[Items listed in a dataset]
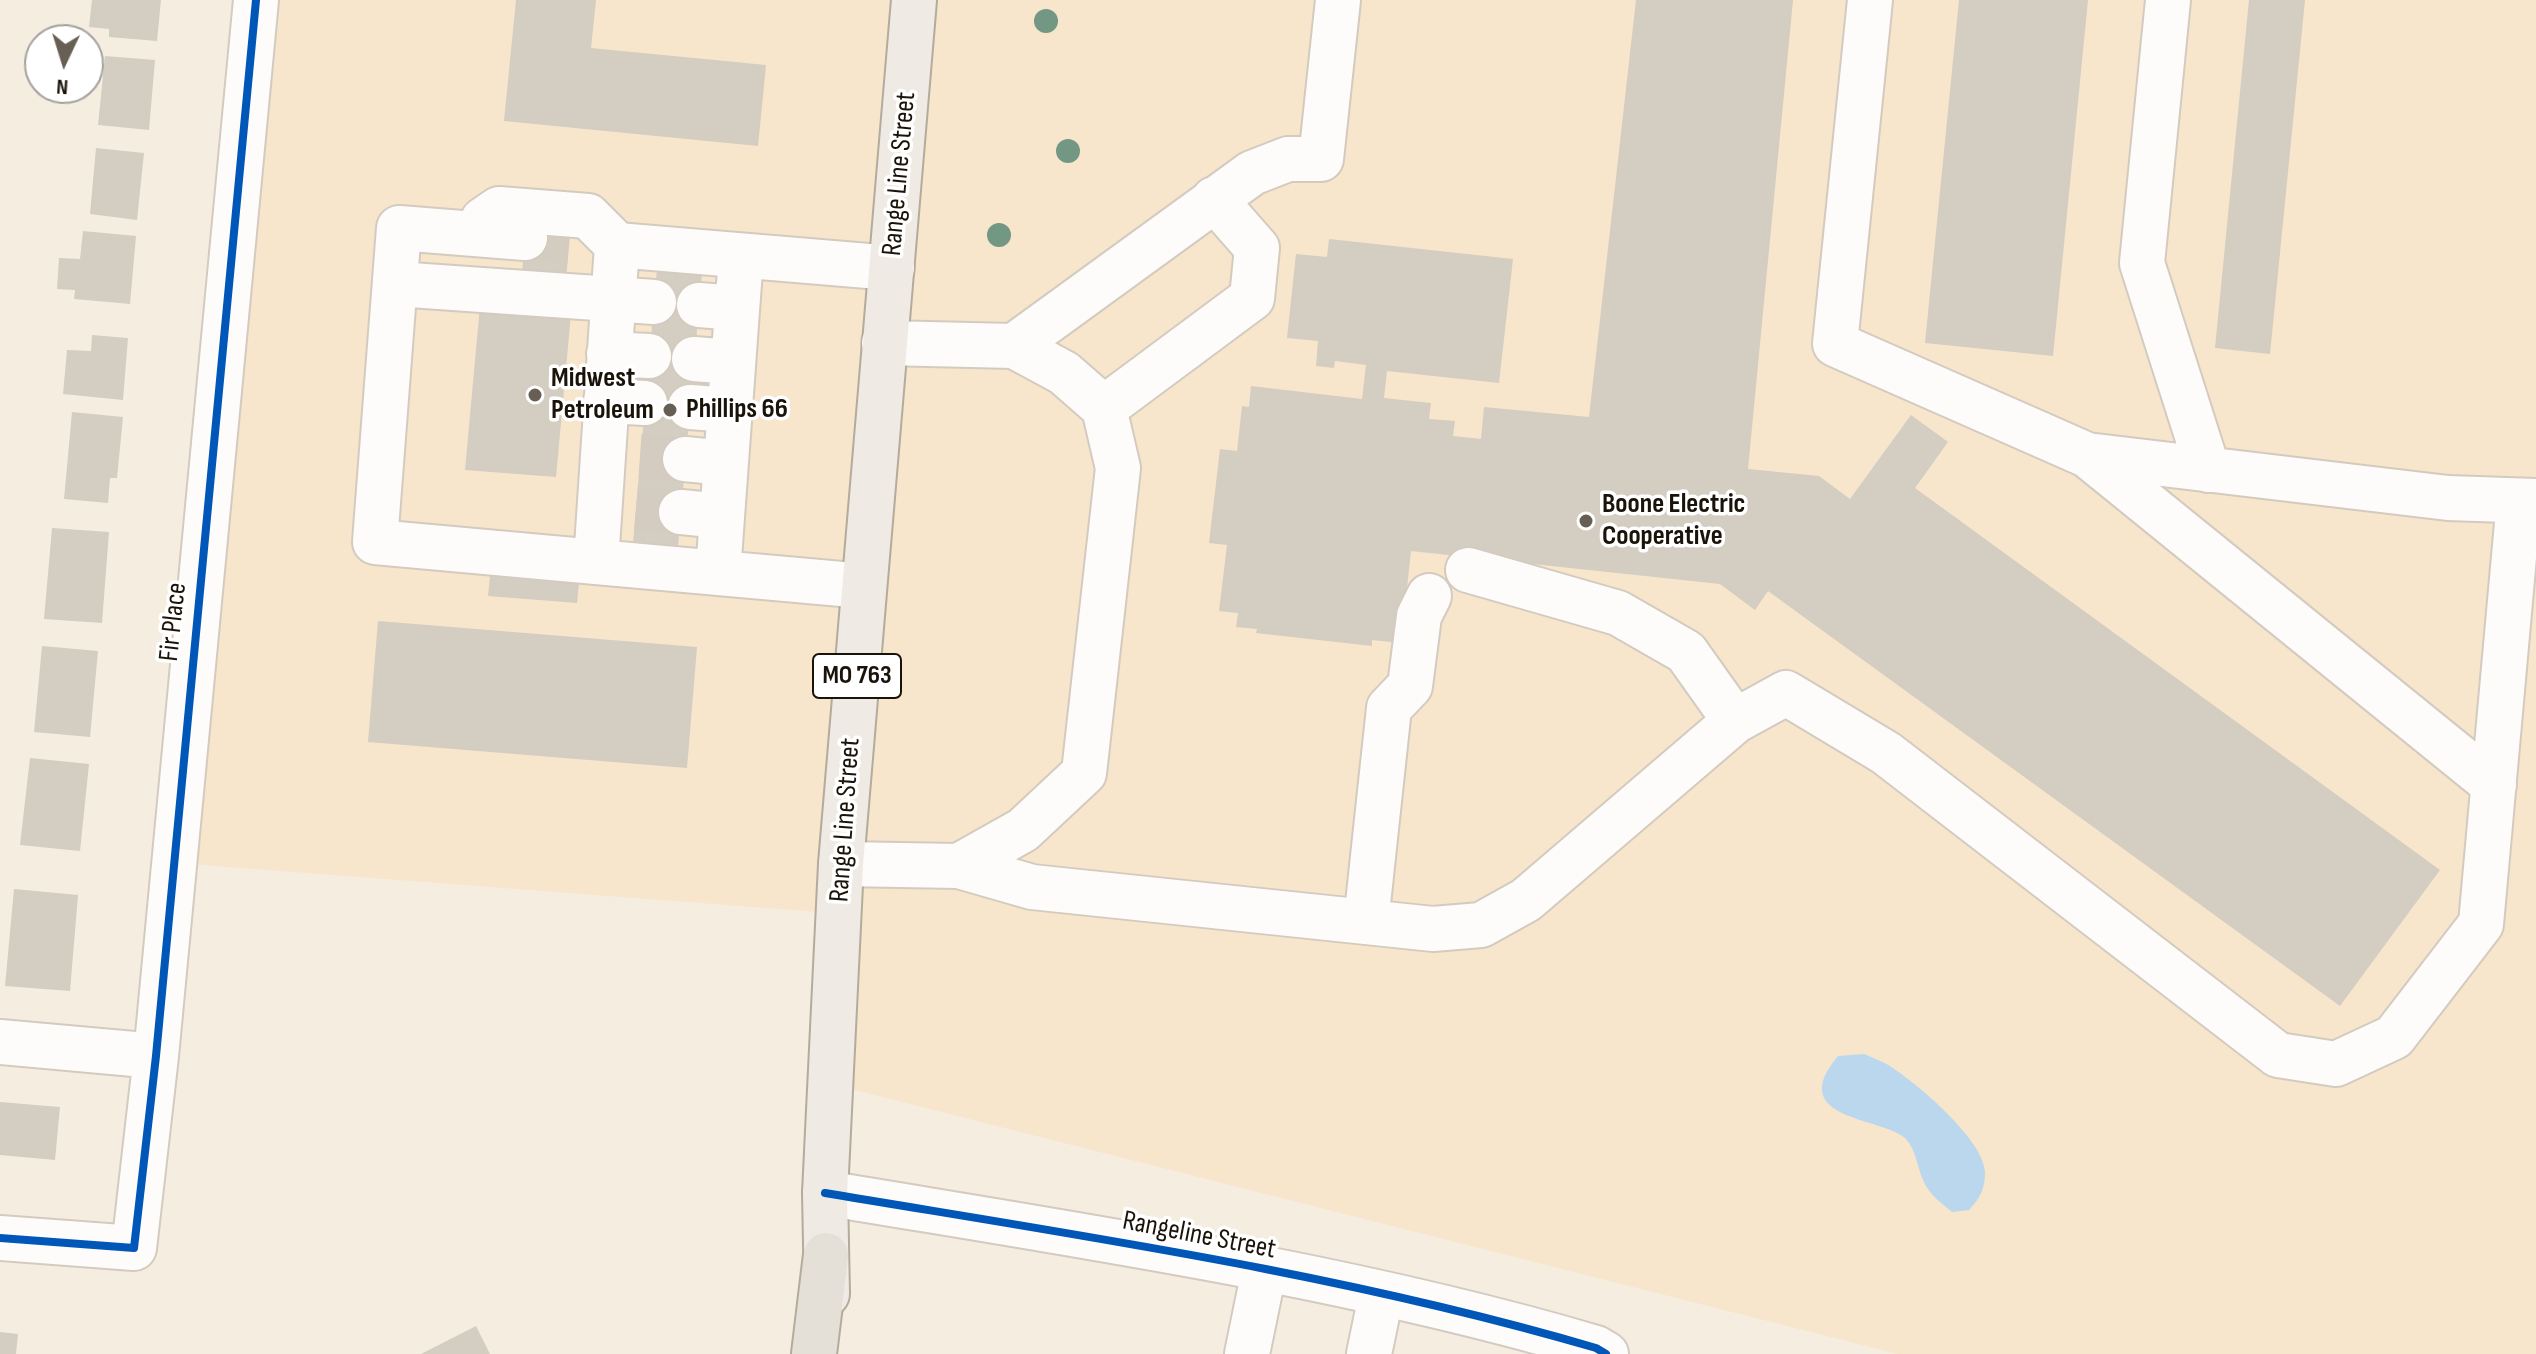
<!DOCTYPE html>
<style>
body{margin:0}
#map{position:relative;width:2536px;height:1354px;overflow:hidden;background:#f5ede0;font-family:"Sofia Sans Condensed",sans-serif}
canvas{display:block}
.north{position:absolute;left:24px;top:24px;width:80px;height:80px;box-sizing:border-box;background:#fff;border:2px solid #a3a19d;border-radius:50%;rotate:184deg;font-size:22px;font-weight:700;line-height:32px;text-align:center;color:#1a1309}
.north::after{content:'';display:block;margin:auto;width:28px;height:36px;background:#675f54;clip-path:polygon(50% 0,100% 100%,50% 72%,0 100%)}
</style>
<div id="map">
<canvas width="2536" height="1354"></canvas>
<div class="north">N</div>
</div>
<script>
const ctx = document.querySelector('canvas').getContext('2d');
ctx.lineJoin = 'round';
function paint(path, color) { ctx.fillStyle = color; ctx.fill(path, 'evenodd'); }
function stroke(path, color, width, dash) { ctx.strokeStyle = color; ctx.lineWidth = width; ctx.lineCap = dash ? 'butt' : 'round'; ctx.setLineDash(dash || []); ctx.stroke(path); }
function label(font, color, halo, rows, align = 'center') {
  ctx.font = font + ' "Sofia Sans Condensed",sans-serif'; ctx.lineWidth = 7; ctx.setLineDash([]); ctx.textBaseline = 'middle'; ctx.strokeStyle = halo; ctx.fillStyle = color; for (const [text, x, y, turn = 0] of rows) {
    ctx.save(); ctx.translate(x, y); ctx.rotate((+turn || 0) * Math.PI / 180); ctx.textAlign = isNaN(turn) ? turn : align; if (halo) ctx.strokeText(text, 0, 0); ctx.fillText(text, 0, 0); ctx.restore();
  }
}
const built = new Path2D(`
 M259,0H913L832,913L175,863Z
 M924,0H2536V1354H1898L839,1086Z`);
const water = new Path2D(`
 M1864,1054C1875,1059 1888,1063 1897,1071C1922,1088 1984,1141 1985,1172C1985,1189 1980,1198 1969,1210L1952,1212C1940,1202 1929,1194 1923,1180C1917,1166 1916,1150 1906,1139C1885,1117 1783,1121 1838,1056Z`);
const building = new Path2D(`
 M92,0H161L157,41L109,37V29L89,27Z
 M516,0H596L591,48L766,65L758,146L504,121Z
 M1636,0H1793L1748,469L1819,476L1850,499L1911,415L1948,442L1915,488L2440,870L2340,1006L1768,591L1755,610L1720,584L1411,551L1401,643L1372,640V646L1256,633L1257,629L1236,627L1238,613L1219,611L1227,545L1209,543L1220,449L1237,451L1242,406L1249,407L1251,386L1362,399L1366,365L1335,361L1334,368L1316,366L1318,341L1287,338L1296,254L1327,257L1329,239L1513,259L1499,383L1387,371L1384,398L1431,403L1429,419L1455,421L1453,436L1481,439L1484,407L1589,417Z
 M1959,0H2088L2053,356L1925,343Z
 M2249,0H2305L2270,354L2215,348Z
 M105,56L155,60L149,130L98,125Z
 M96,148L144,153L137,220L90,214Z
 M526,220L571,224L565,290L521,287Z
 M83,231L136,236L130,304L74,299L75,290L57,289L59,258L80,259Z
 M658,258L703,262L677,558L632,554Z
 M480,306L571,314L556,477L465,470Z
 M92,335L128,338L123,400L63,394L67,350L91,351Z
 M72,412L123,417L117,478H110L108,503L64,499Z
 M52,528L109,532L102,623L44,619Z
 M581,564L577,603L488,596L491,566Z
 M378,621L697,647L687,768L368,742Z
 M42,646L98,651L90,737L34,732Z
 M30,758L89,764L80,851L20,845Z
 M14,889L78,895L70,991L5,986Z
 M0,1102L60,1107L55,1160L0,1155Z
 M476,1326L490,1354H421Z
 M0,1332L18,1334L16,1354H0Z`);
const minorTunnel = new Path2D(`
 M525,238L570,241
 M640,456L685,459
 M636,508L681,512`);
const minor = new Path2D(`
 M1870,0L1835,344L2087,455L2448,498L2536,501
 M2168,0L2142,263L2208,470
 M483,220L499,209L588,216L617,245
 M525,238L399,228L375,542L596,562
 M396,284L654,302
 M699,305L737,308
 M884,343L1014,346L1064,373L1104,408L1118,468L1084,773L1023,830L959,866
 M1014,346L1252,173L1288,159H1321L1338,0
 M609,354L649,356
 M694,359L733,362
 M606,401L645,403
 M690,407L729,410
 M1104,408L1252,298L1257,248L1214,199
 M2087,455L2494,785
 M685,459L725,463
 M681,512L722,516
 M1468,570L1618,613L1686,652L1735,721
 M718,572L741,256
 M864,586L596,562L617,245L892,268
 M841,864L959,866L1032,887L1433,929L1481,925L1526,900L1735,721L1786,693L1886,753L2278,1055L2336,1064L2394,1037L2481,924L2519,501
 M1366,922L1389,708L1410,686L1419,616L1429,596
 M0,1042L156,1056
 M825,1193C1082,1236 1345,1274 1596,1348L1606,1354
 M0,1238L134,1248L156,1056L256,0
 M1247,1354L1264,1271
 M1369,1354L1381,1296`);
const major = new Path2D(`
 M827,1294L825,1193L841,864L914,0`);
const highway = new Path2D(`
 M814,1354L826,1255`);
const cycleway = new Path2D(`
 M825,1193C1082,1236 1345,1274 1596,1348L1606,1354
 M0,1238L134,1248L156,1056L256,0`);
const trees = [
 [1046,21],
 [1068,151],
 [999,235]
];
const markers = [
 [535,395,8,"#675f54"],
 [670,410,8,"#675f54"],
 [1586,521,8,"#675f54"]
];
const shields = [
 [857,676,88]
];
const shieldNames = [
 ["MO 763",857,676]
];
const streetNames = [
 ["Range Line Street",900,174,-85],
 ["Fir Place",174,622,-84],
 ["Range Line Street",846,820,-86],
 ["Rangeline Street",1199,1236,11]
];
const poiNames = [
 ["Midwest",551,379],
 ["Petroleum",551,411],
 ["Phillips 66",686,410],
 ["Boone Electric",1602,505],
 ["Cooperative",1602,537]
];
paint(built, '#f7e5cc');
paint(water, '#bad7ee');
paint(building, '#d4cdc1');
stroke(minorTunnel, '#d4ccc0', 44, [44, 22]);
stroke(minor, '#d3cbc0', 48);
stroke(major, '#b3ac9c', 48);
stroke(highway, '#b3ac9c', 48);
stroke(minor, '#fefcfa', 44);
stroke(major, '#efebe4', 44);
stroke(highway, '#e4e0d7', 44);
stroke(cycleway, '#0057b8', 8);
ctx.fillStyle = '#729883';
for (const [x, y] of trees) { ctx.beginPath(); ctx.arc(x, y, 12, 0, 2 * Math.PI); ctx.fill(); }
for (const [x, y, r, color] of markers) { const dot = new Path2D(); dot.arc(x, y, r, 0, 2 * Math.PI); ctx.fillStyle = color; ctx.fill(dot); stroke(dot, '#fff', 3); }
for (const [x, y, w] of shields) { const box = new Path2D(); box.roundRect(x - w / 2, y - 22, w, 44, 6); ctx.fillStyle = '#fff'; ctx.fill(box); stroke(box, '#1a1309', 2); }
label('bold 26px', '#1a1309', null, shieldNames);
label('28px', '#1a1309', '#fff', streetNames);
label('bold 28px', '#1a1309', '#fff', poiNames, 'left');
</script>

• PROBLEM DETAILS
Tell me how many lines of the records include the word "canvas", replying with the number alone.

• SOLUTION FOR THIS TASK
3